EFFECT: perfected design.

17 cl, 21 dwg

Description

FIELD OF THE INVENTION

The present invention relates to an anchor support device for lifting concrete elements, and in particular, but not exclusively to a height-adjustable support device for an edge lifting anchor.

BACKGROUND OF THE INVENTION

As you know, concrete panels are lifted using an edge lifting anchor embedded in the material of the lateral edge of the concrete panel during the manufacturing of the concrete panel by concrete pouring. Typically, the edge lifting anchor is fixed at the installation site during concrete pouring by supporting the anchor on the side formwork used to cast the concrete panel. However, the applicant came to the conclusion that the creation of a support for edge lifting anchors using this method does not allow to create a sufficiently reliable support, as a result of which the anchors are not precisely embedded in relation to the concrete panel, in particular, due to the movement of the anchor under its own weight, as well as due to the movement of the side formwork.

The lifting of concrete panels can also be carried out using lifting anchors installed on the front side of the concrete panel and embedded in the material of the front surface of the concrete panel during the casting process. The applicant has determined that the known devices for creating support for lifting anchors installed on the front side of a concrete panel during casting usually do not allow convenient adjustment of the anchor height in relation to the concrete panel. Thus, the anchor can be installed inaccurately in depth in the material of the concrete element.

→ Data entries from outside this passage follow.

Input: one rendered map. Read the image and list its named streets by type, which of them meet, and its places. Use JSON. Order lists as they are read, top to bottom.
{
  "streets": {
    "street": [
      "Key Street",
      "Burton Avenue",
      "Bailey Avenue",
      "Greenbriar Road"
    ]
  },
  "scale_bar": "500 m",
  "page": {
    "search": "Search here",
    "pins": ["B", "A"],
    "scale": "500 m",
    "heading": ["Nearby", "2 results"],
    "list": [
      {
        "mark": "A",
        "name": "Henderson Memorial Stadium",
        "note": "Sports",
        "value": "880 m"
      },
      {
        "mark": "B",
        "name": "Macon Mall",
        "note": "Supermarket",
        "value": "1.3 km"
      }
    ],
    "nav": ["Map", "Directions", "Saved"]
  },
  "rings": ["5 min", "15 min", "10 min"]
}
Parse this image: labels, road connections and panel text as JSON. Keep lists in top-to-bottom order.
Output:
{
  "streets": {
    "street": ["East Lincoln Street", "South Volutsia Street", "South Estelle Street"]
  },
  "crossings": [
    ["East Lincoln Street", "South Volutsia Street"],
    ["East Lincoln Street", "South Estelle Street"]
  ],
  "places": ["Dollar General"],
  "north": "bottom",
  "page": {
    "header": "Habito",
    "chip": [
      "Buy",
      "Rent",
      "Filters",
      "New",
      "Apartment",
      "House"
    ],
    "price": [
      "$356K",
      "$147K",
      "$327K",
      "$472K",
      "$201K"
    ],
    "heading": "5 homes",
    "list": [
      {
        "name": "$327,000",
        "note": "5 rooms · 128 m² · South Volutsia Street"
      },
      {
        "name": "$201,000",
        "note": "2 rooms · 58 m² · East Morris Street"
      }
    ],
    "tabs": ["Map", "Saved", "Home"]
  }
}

Examples of the present invention provide for the solution or at least partial elimination of one or more of the disadvantages of the previous devices for supporting lifting anchors in the casting process of concrete elements.

Summary of the invention

In accordance with one aspect of the present invention, there is provided a support device supporting an edge lifting anchor for lifting concrete parts, wherein the anchor includes a head portion engaged with the load gripper of the lifting device and a housing for incorporating it into the material of the concrete element, wherein the support device is provided with a surface designed to support the edge lifting anchor with respect to the surface of the concrete being poured during the casting of concrete Foot member.

The support device is preferably provided with first and second parts intended to support the anchor with respect to the surface of the poured concrete at a first height using the first part, as such, or in combination with the second part to provide a range of height levels. More preferably, the first and second parts are arranged in such a way that they are used together in one configuration to support the anchor at a second height level with respect to the surface of the concrete being poured, and in another configuration in which the second part is turned upside down to support the anchor at the third level of height in relation to the surface of the poured concrete.

The support device is preferably designed to support the anchor so that the longitudinal axis of the anchor is substantially parallel to the surface of the concrete being poured.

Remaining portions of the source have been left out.